You may have seen an advertisement in the newspaper, or perhaps you attended a financial planning seminar that described revocable inter vivos trusts, also known as living trusts. A living trust works like this: You execute a document, called a trust agreement, that creates the trust. The trust agreement names you as the trustee and the primary beneficiary of the trust. As beneficiary, you are entitled to distributions of trust assets whenever you want them. You then transfer your assets to the trust, so that when you die, you own nothing that is subject to the probate process.
Some planners assert that everyone should have a living trust, while others believe that a will is all most people need. Before you make a decision to incur the extra cost and hassle of a living trust, you should know two things:1. In Texas, probate can be fast and inexpensive.

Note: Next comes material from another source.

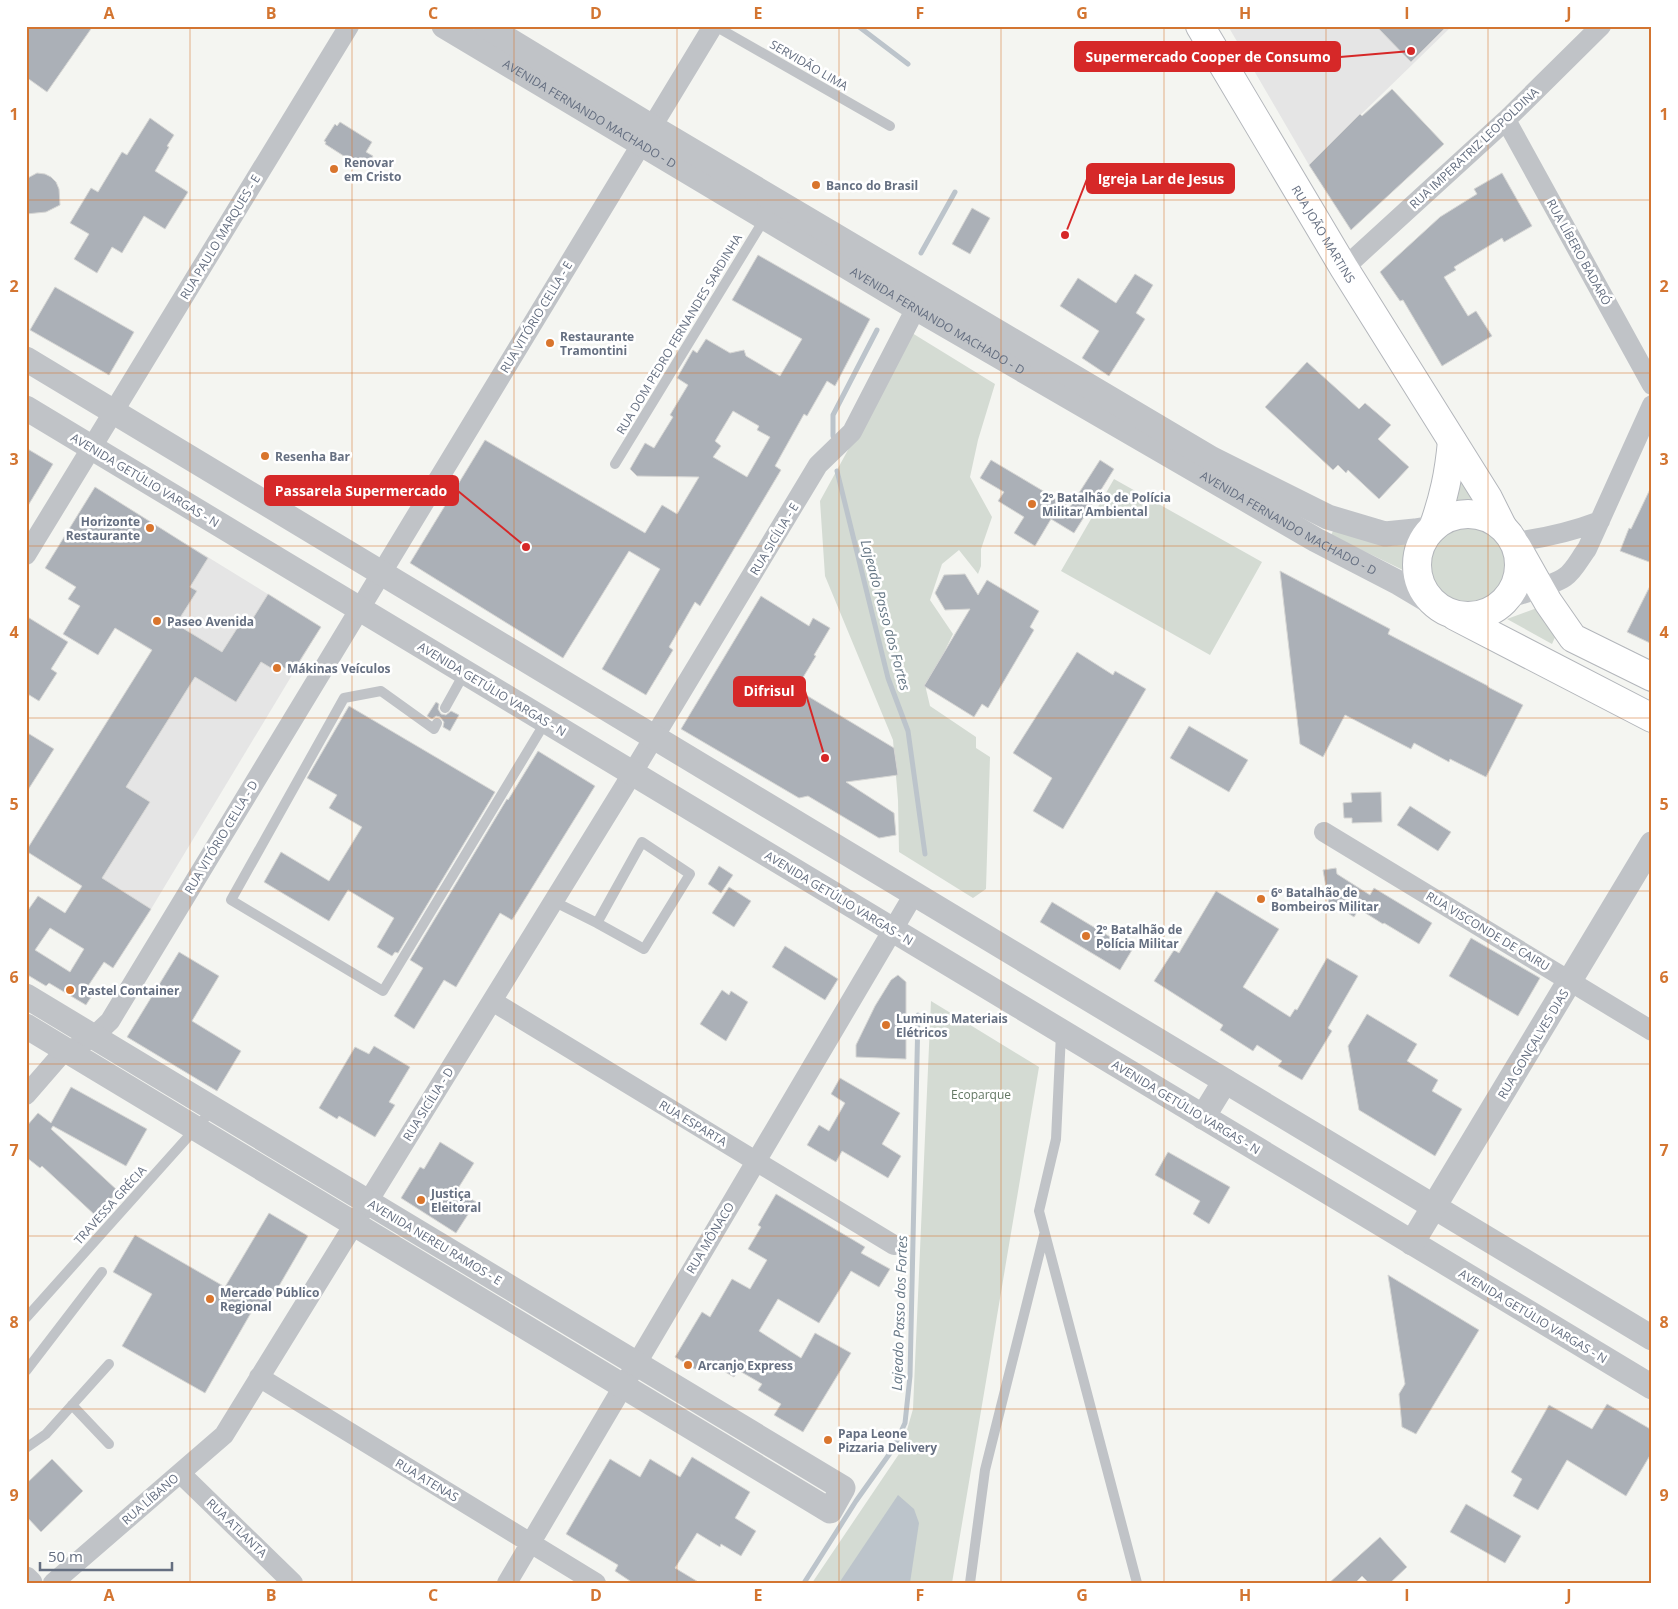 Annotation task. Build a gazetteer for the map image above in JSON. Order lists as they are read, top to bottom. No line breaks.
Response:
{"streets":{"main road":["AVENIDA FERNANDO MACHADO - D","RUA JOÃO MARTINS"],"street":["RUA IMPERATRIZ LEOPOLDINA","RUA PAULO MARQUES - E","RUA LÍBERO BADARÓ","RUA VITÓRIO CELLA - E","AVENIDA GETÚLIO VARGAS - N","RUA SICÍLIA - E","RUA VITÓRIO CELLA - D","RUA VISCONDE DE CAIRU","RUA GONÇALVES DIAS","RUA SICÍLIA - D","RUA ESPARTA","RUA MÔNACO","AVENIDA NEREU RAMOS - E","RUA ATENAS","RUA LÍBANO","RUA ATLANTA"],"lane":["SERVIDÃO LIMA","RUA DOM PEDRO FERNANDES SARDINHA","TRAVESSA GRÉCIA"]},"crossings":[["SERVIDÃO LIMA","RUA VITÓRIO CELLA - E"],["AVENIDA FERNANDO MACHADO - D","RUA JOÃO MARTINS"],["AVENIDA FERNANDO MACHADO - D","RUA VITÓRIO CELLA - E"],["AVENIDA FERNANDO MACHADO - D","RUA DOM PEDRO FERNANDES SARDINHA"],["AVENIDA FERNANDO MACHADO - D","RUA SICÍLIA - E"],["RUA IMPERATRIZ LEOPOLDINA","RUA JOÃO MARTINS"],["RUA IMPERATRIZ LEOPOLDINA","RUA LÍBERO BADARÓ"],["RUA PAULO MARQUES - E","AVENIDA GETÚLIO VARGAS - N"],["RUA VITÓRIO CELLA - E","AVENIDA GETÚLIO VARGAS - N"],["RUA VITÓRIO CELLA - E","RUA VITÓRIO CELLA - D"],["AVENIDA GETÚLIO VARGAS - N","RUA SICÍLIA - E"],["AVENIDA GETÚLIO VARGAS - N","RUA VITÓRIO CELLA - D"],["AVENIDA GETÚLIO VARGAS - N","RUA GONÇALVES DIAS"],["AVENIDA GETÚLIO VARGAS - N","RUA SICÍLIA - D"],["AVENIDA GETÚLIO VARGAS - N","RUA MÔNACO"],["RUA SICÍLIA - E","RUA SICÍLIA - D"],["RUA VITÓRIO CELLA - D","AVENIDA NEREU RAMOS - E"],["RUA VISCONDE DE CAIRU","RUA GONÇALVES DIAS"],["RUA SICÍLIA - D","RUA ESPARTA"],["RUA SICÍLIA - D","AVENIDA NEREU RAMOS - E"],["RUA SICÍLIA - D","RUA ATENAS"],["RUA SICÍLIA - D","RUA LÍBANO"],["RUA ESPARTA","RUA MÔNACO"],["TRAVESSA GRÉCIA","AVENIDA NEREU RAMOS - E"],["RUA MÔNACO","AVENIDA NEREU RAMOS - E"],["RUA MÔNACO","RUA ATENAS"],["RUA LÍBANO","RUA ATLANTA"]],"water":["Lajeado Passo dos Fortes"],"parks":["Ecoparque"],"places":["Supermercado Cooper de Consumo","Renovar em Cristo","Banco do Brasil","Igreja Lar de Jesus","Restaurante Tramontini","Resenha Bar","2º Batalhão de Polícia Militar Ambiental","Horizonte Restaurante","Passarela Supermercado","Paseo Avenida","Mákinas Veículos","Difrisul","6º Batalhão de Bombeiros Militar","2º Batalhão de Polícia Militar","Pastel Container","Luminus Materiais Elétricos","Justiça Eleitoral","Mercado Público Regional","Arcanjo Express","Papa Leone Pizzaria Delivery"],"scale_bar":"50 m","grid":{"columns":["A","B","C","D","E","F","G","H","I","J"],"rows":["1","2","3","4","5","6","7","8","9"]}}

Some states impose procedural requirements that generate large legal fees and take years to complete. But Texas has a vastly simplified procedure called "independent administration" that you can take advantage of merely by using the proper language in your will. An independent administration can often be completed within three months if no estate tax return needs to be filed. My fee to set up a living trust usually comes to about the same amount as my fee to handle an uncontested probate with independent administration. So a living trust in Texas is not likely to save probate costs. It won't even save you the cost of the executor's fee; if you don't have a relative or friend who is available to serve as executor for free, then you probably won't be able to find anyone to serve as successor trustee of a living trust for free, either.2. Living trusts do not save taxes.
Anyone who tells you that a living trust will save estate or income taxes is mistaken. A living trust can do nothing about income taxes. And while it is true that a living trust may contain the same estate tax-saving provisions as a will, and therefore is better than nothing, the decision to execute a living trust instead of a tax-planned will is going to have no effect on your estate tax bill. (This assumes you live in Texas. If you live in another state, ask an attorney to explain your state's death tax. Most -- but not all -- states follow the same system as Texas.)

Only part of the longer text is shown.